Following Nerlich and Clarke (2001), I think it is important to acknowledge that just as people who engage in conversations do not always strive for relevance, or intend words to have particular meaning, calling attention to a generalized state of distress may involve “purposive ambiguity” that serves subtle and emergent ends. On this point, see Mimi Nichter’s (2000) writing on “fat talk.” Speech actors also produce meaning in contexts of divination and diagnosis without intention other than recognition of distress and an overture being made for engagement (Du Bois 1993).
In a forthcoming article on the localization of healing in a global environment, Jen Thompson, Cheryl Ritenbaugh, and I argue that Gardner's (1993) concept of “multiple intelligences” needs to figure into our consideration of why individuals experience and express distress in particular ways and gravitate toward particular types of healing modalities and healers.

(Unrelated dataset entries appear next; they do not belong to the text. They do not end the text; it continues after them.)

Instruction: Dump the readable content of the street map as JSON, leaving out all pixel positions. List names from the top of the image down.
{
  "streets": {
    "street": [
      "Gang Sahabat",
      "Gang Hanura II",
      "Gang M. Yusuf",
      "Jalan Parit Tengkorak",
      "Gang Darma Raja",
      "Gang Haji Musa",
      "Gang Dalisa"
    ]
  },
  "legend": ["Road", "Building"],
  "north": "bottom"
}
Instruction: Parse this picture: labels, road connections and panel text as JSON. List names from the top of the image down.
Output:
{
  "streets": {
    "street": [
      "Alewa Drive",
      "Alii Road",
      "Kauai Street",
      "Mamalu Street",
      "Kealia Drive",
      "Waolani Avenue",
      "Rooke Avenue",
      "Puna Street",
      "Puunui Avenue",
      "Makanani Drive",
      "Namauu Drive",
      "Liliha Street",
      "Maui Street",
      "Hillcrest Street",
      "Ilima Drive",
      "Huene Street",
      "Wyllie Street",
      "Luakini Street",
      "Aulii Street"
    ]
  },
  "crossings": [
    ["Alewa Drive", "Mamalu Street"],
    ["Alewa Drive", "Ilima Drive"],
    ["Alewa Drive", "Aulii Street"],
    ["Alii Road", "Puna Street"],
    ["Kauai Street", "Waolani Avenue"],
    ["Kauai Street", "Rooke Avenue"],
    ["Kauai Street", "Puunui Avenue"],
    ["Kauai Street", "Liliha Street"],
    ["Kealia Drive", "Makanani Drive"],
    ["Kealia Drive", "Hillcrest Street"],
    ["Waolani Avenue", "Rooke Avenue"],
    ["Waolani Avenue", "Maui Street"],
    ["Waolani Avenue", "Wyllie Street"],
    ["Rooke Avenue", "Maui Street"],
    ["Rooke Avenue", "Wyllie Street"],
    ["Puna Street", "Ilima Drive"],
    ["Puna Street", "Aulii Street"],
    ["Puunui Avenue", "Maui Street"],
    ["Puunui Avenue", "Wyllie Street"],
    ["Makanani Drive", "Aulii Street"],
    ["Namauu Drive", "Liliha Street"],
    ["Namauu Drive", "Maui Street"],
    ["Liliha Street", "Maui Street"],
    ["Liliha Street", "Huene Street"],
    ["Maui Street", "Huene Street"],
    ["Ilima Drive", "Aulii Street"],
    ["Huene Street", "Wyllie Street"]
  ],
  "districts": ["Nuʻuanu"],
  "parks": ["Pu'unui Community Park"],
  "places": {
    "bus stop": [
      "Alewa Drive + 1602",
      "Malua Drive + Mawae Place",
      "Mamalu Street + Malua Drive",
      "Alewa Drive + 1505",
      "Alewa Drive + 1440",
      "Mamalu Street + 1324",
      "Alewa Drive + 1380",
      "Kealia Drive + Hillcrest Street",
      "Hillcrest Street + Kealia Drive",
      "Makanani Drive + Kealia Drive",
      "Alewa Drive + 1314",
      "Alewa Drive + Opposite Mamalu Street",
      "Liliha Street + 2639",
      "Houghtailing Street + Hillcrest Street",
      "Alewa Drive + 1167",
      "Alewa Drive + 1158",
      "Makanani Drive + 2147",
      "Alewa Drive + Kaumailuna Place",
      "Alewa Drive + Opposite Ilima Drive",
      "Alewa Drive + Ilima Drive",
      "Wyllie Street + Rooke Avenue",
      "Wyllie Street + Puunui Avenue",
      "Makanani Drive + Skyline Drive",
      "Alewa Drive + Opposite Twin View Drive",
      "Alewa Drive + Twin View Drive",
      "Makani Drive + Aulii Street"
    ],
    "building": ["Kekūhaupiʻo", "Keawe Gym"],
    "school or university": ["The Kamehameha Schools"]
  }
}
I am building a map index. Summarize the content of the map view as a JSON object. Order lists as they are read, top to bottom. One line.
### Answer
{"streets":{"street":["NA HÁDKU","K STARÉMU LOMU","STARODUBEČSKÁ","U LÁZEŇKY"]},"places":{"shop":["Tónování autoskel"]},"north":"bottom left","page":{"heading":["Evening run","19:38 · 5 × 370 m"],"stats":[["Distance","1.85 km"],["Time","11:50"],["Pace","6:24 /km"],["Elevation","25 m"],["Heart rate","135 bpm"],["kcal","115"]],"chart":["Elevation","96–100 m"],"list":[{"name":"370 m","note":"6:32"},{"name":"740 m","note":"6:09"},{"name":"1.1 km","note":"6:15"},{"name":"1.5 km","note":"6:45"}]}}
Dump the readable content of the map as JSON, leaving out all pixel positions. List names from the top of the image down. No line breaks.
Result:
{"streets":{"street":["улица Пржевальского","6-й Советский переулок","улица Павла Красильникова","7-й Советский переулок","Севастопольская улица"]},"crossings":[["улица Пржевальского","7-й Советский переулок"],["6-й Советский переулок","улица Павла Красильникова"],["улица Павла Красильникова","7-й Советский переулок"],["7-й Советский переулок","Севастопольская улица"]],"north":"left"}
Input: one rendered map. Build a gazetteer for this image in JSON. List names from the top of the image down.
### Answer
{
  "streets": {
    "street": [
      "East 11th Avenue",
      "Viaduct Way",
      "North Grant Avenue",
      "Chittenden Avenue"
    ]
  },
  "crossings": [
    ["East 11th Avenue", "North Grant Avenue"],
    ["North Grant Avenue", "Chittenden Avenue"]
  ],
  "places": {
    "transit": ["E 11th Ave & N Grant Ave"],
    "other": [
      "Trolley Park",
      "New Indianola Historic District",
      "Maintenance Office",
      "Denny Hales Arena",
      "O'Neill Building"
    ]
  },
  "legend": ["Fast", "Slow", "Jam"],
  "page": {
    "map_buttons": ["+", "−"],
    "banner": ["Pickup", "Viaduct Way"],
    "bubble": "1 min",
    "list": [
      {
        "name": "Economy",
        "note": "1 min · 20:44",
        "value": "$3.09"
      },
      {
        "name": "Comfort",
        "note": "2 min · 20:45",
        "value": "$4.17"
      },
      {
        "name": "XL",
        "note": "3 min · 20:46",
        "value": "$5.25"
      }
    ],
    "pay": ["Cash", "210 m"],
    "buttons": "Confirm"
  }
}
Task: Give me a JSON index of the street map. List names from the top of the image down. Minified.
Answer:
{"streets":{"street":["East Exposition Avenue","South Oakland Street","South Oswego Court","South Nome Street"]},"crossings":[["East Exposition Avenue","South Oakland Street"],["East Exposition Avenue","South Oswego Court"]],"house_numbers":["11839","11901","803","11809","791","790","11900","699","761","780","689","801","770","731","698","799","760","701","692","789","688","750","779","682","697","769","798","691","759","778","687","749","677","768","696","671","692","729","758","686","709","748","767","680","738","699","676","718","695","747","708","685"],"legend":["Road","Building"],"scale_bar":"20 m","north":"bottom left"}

For example, Kirmayer and Young (1998) have documented cases in which somatic states may be indicative of any combination of seven things: an index of a disease or disorder, a symbolic expression of intrapsychic conflict, an indication of specific psychopathology, a culturally salient idiom of distress, a metaphor for experience, an act of positioning within a local world or a form of social commentary or protest. See also Hinton and Good (2009).
Non-biomedical practitioners may borrow from biomedical or psychiatric registers as a means of bolstering their own social status or providing patients with new or hybrid illness identities, a process know as "enregisterment" (Wilce 2008). In this case, biomedical terms take on local meaning. Notable shifts in the classification of mental states have occurred within psychiatry, influenced by historical factors, social and economic exigencies, and advances in scientific research. These shifts in turn influence the way in which the public labels, interprets, experiences, and responds to distress. For example, see Horwitz (2010) on shifts in the boundaries between anxiety and depression over the last 50 years in the USA, and the way in which depression has come to eclipse anxiety in both biomedical practice and the public imaginary.
For example, I know of ritual specialists in South India (Mantra Vaidi) who are currently using psychoactive drugs in their practice, and find that they enhance their work of culture.
On the medicalization and pharmaceuticalization of idioms of distress, see the work of Rozemberg and Manderson (1998) in Brazil and Ecks and Basu (2009) in India. Ecks and Basu document the floating market and increasing demand for psychopharmaceuticals in India. Rose (2006) provides a useful discussion of the pharmaceuticalization of problems of living and bracket creep of psychiatric diagnosis. Applbaum (2006) provides a sobering account of the pharmaceutical industry's crusade to raise public awareness about psychiatric diagnosis and willingness to take psychoactive drugs to manage an increasing array of life problems.